If you wanted this state to appear with the value 4 as well, then you could use the gte keyword (which stands for Greater Than or Equal To): x_cpQuizInfoTotalCorrectAnswers_gte_4
There are also the lt keyword (which stands for Lesser Than) and the lte keyword (which stands for Lesser Than or Equal To) at your disposal.
Display a state under multiple conditions
A state need not have only one requirement for it to appear. It could have a mix of variable and mouse event requirements.
For example, say you had an interaction about conflict resolution. You have two variables, partyASatisfied and partyBSatisfied. You want a state to appear only when both these variables are set to true. That can be achieved with the following state name: x_partyASatisfied_true_partyBSatisfied_true
Note: x_partyASatisfied_partyBSatisfied would also give the same behavior.

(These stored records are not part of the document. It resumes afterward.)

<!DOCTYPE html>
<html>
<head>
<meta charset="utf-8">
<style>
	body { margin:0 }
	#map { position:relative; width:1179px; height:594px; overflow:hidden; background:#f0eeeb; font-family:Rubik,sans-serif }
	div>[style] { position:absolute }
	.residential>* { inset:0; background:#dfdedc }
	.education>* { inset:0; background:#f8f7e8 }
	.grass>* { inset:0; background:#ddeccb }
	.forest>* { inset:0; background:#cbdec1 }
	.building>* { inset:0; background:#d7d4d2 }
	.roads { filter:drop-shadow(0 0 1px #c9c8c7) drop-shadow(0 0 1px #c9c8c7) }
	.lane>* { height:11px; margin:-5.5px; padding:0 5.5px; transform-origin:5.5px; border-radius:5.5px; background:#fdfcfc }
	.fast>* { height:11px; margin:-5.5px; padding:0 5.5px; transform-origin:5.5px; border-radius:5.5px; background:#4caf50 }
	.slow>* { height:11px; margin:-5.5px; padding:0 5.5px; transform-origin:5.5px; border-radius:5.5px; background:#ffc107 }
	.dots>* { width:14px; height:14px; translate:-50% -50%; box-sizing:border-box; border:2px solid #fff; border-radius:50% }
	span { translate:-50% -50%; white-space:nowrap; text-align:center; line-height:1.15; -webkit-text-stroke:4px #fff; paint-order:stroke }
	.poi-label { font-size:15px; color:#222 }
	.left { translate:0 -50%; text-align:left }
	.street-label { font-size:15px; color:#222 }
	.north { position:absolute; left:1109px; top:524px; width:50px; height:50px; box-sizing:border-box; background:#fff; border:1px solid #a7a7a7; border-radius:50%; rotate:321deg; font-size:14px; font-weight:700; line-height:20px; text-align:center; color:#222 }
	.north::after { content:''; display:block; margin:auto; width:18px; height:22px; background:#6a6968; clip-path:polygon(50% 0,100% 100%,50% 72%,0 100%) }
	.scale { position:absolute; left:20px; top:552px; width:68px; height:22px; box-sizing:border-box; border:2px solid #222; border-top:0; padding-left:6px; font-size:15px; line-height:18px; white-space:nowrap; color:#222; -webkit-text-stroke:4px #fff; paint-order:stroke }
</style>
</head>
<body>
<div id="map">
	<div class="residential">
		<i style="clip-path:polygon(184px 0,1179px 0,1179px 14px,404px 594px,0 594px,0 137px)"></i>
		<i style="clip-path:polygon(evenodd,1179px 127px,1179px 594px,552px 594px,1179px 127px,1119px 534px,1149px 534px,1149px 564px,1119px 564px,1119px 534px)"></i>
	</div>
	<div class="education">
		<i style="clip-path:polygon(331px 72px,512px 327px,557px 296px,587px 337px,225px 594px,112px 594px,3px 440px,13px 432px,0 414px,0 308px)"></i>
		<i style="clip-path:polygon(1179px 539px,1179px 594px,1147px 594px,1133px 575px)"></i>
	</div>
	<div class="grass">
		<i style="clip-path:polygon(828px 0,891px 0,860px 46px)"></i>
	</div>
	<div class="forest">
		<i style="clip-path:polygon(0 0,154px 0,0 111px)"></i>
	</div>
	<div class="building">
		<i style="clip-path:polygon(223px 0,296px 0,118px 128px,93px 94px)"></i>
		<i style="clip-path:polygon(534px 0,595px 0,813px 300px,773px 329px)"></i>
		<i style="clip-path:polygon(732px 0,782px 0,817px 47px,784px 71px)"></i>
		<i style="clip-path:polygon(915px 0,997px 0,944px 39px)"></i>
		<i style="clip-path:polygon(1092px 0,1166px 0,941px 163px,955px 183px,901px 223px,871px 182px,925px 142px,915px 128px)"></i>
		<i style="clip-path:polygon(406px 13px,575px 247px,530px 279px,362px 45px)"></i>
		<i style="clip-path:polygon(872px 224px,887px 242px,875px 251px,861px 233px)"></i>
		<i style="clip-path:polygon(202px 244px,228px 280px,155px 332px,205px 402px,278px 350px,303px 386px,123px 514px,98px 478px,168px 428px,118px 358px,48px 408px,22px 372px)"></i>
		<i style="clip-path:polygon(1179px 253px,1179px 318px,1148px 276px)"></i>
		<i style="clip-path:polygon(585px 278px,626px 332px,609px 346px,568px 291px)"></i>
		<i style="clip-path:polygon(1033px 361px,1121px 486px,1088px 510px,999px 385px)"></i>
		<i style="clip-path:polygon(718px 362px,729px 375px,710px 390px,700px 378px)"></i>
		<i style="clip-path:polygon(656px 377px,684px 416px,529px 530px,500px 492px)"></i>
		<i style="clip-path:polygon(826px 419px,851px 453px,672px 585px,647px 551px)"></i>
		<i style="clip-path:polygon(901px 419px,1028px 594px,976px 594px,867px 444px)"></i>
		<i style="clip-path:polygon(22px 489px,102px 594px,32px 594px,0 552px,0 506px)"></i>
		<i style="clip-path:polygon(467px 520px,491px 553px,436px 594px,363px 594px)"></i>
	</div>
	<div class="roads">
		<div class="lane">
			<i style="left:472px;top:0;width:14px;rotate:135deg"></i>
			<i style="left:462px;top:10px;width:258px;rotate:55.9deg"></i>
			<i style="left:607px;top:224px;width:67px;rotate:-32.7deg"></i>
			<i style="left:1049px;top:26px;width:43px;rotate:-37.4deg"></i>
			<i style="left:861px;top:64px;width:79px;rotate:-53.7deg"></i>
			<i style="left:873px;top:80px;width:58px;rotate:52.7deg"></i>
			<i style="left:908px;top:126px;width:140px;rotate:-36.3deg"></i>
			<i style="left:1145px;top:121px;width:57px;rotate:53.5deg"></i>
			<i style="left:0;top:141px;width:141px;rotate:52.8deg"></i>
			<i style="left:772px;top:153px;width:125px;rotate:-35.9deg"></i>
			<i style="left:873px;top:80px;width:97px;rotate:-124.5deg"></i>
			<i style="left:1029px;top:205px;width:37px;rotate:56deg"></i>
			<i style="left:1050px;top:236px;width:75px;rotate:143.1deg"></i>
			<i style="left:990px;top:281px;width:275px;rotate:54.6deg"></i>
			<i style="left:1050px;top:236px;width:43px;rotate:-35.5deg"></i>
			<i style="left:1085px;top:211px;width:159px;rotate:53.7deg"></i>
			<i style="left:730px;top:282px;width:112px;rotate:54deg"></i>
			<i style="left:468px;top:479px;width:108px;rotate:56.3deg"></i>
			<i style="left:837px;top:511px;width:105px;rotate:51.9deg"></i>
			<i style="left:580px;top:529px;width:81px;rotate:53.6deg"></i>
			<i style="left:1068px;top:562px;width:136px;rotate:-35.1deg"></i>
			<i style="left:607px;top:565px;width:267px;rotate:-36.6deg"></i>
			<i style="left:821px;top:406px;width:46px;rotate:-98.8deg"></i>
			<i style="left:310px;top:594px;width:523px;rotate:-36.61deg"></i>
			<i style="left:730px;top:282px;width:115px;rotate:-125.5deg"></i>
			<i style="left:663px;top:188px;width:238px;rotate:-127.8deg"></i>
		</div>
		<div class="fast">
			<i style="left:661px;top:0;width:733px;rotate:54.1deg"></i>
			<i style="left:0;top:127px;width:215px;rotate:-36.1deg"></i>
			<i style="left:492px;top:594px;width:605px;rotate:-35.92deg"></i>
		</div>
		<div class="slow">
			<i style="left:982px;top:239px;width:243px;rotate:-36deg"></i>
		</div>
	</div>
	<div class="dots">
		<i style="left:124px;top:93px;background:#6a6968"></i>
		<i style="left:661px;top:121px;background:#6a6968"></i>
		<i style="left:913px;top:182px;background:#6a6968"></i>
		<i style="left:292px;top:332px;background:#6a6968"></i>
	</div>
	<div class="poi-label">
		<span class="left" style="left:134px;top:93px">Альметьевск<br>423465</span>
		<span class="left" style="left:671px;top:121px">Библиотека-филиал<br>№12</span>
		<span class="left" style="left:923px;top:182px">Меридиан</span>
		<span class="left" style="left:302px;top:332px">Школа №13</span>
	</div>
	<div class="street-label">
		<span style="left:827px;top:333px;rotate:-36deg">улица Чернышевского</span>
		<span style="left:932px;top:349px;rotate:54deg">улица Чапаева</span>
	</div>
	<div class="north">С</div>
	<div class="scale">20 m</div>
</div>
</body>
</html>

What if you wanted a state to appear when partyASatisfied was true and partyBSatisfied was false? That would look like this: x_partyASatisfied_true_partyBSatisfied_false
What if you wanted a state to appear when both partyASatisfied and partyBSatisfied are true AND when you rollover the state? That can be achieved with the following state name: x_rollover_partyASatisfied_true_partyBSatisfied_true
Note: The following state name would also work: x_partyASatisfied_true_partyBSatisfied_true_rollover. The mouse condition can appear either right at the front of the state name or right at the end of the state name. It won't work if it's right in the middle of the state name.
Remember, you can always change a state's name if you need to.